26 May 2011

Pascal's Wager

During the Enlightenment, when agnosticism and atheism were fashionable among the intellectuals of the time, Voltaire and other contemporaries noted that the brilliant mathematician Blaise Pascal was an observant Catholic.

When asked, Pascal observed that there were just two possibilities:

1. God exists.
2. God doesn’t exist.

As a precursor to the philosophy of pragmatism, Pascal contended that it was better to be a faithful Catholic than an agnostic or atheist.  He explained that in the case that God exists and you do what is expected of Him - you win.  In the case that God does not exist, and you attend your services, you gain social benefits by a support system that exists in virtually all religions.  Like insurance, it buys you peace of mind.  In either case you win.  This was the first formal use of decision theory.

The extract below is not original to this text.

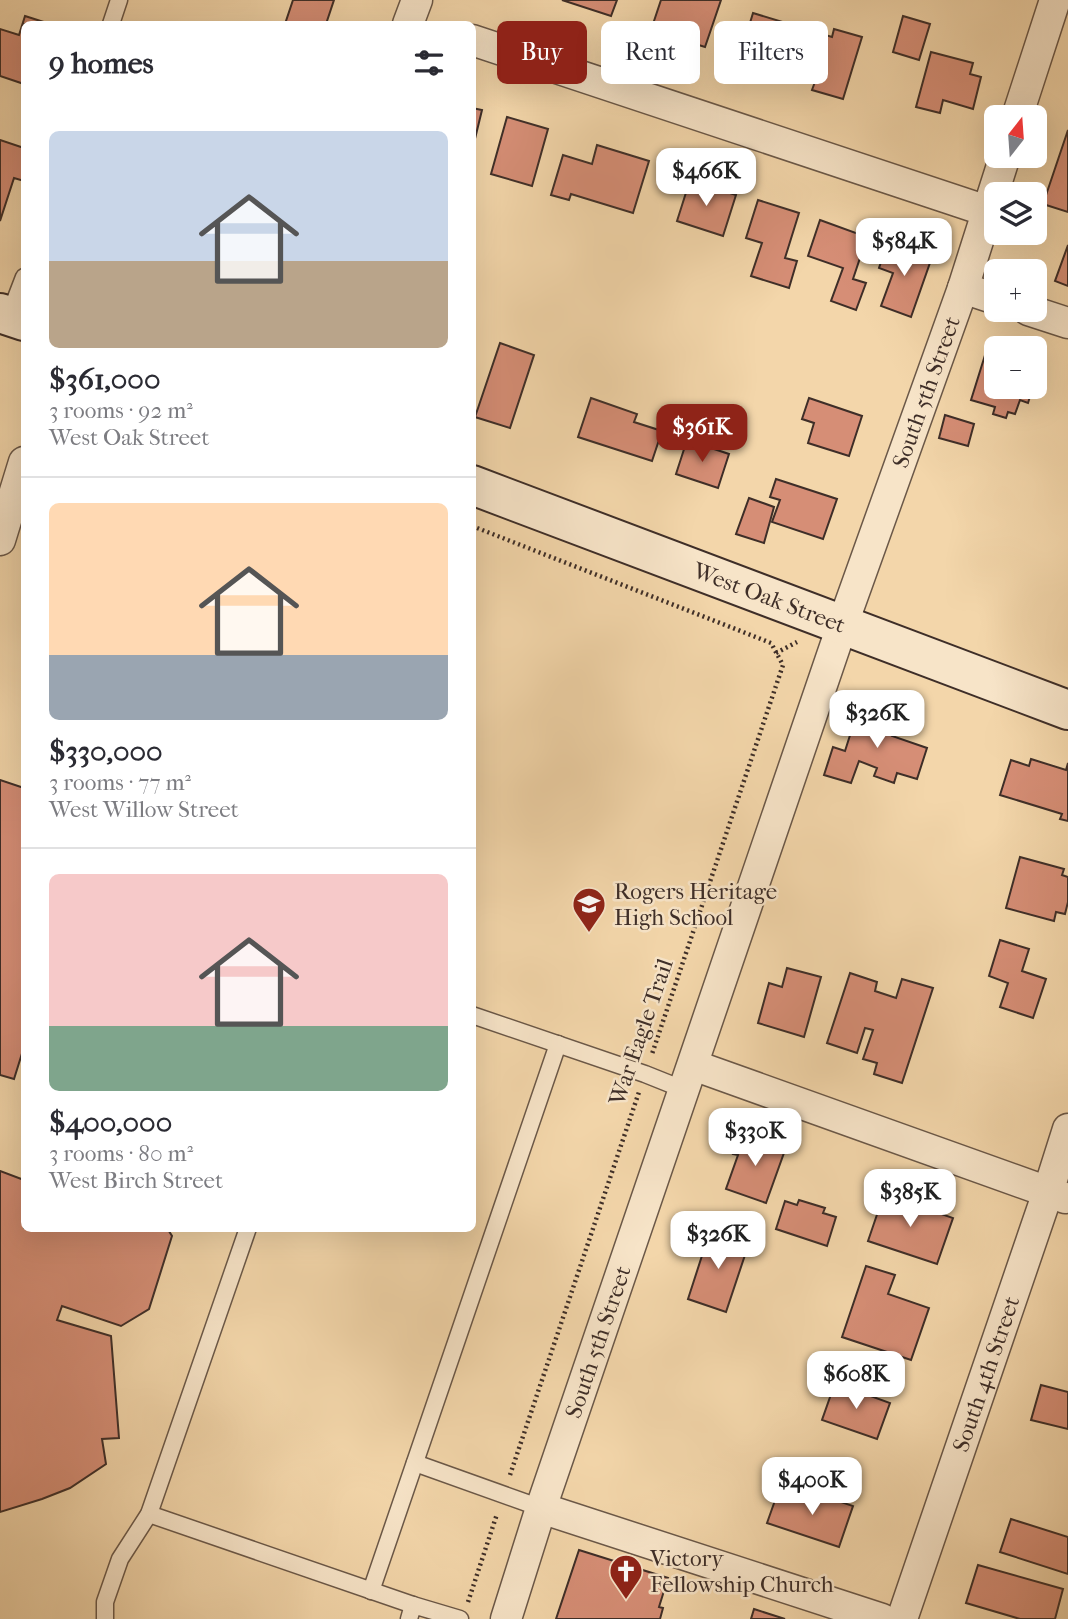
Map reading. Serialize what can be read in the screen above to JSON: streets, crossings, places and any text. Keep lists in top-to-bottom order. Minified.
{"streets":{"street":["South 5th Street","West Oak Street","South 4th Street"],"path":["War Eagle Trail"]},"crossings":[["South 5th Street","West Oak Street"]],"places":{"school or university":["Rogers Heritage High School"],"church":["Victory Fellowship Church"]},"north":"top","page":{"chip":["Buy","Rent","Filters"],"heading":"9 homes","map_buttons":["+","−"],"list":[{"name":"$361,000","note":"3 rooms · 92 m² · West Oak Street"},{"name":"$330,000","note":"3 rooms · 77 m² · West Willow Street"},{"name":"$400,000","note":"3 rooms · 80 m² · West Birch Street"}],"price":["$466K","$584K","$361K","$326K","$330K","$385K","$326K","$608K","$400K"]}}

As Pascal put it: If reason cannot be trusted, it is a better wager to believe in God than not.

Of course there are some glaring holes in this logic, including:

- what if God exists and realizes that you are only making a decision-tree bet on Him?
- what if God exists, but he’s the Mormon God?  Then you are doing everything all wrong by belonging to any other religion.  (Interchange your preferred God here, as long as it isn’t a secular value system like power or money, in which case you lose all bets.)

Well, then - how does one know?

There are really two answers here:
1. “By their fruit ye shall know them” - who seem to be happiest, to have the best-raised children who contribute to society, who live longest (you’ll need to do a statistical average here)?
2.  If you’re a Mormon and believe in it, then an accumulation of continuing personal revelation that consistently pans out brings with time a growing conviction, and an abiding inner peace.  A coincidence can be explained as a coincidence - maybe even two or three.  But not 2,648 coincidences in a row.

It also helps to keep a list of these things (e.g., a personal journal).  The decision-tree I used that ultimately brought our Family to Venezuela for a three-year tour, with all the branches (any one of which could have derailed the move) makes one very interesting list.  It was like flipping a coin 15 times - and it always came up heads.  The pay-off - what was gained - is rippling through several generations already, both here and in Venezuela.  The fact that I survived at least 36 near-death experiences counts for something also.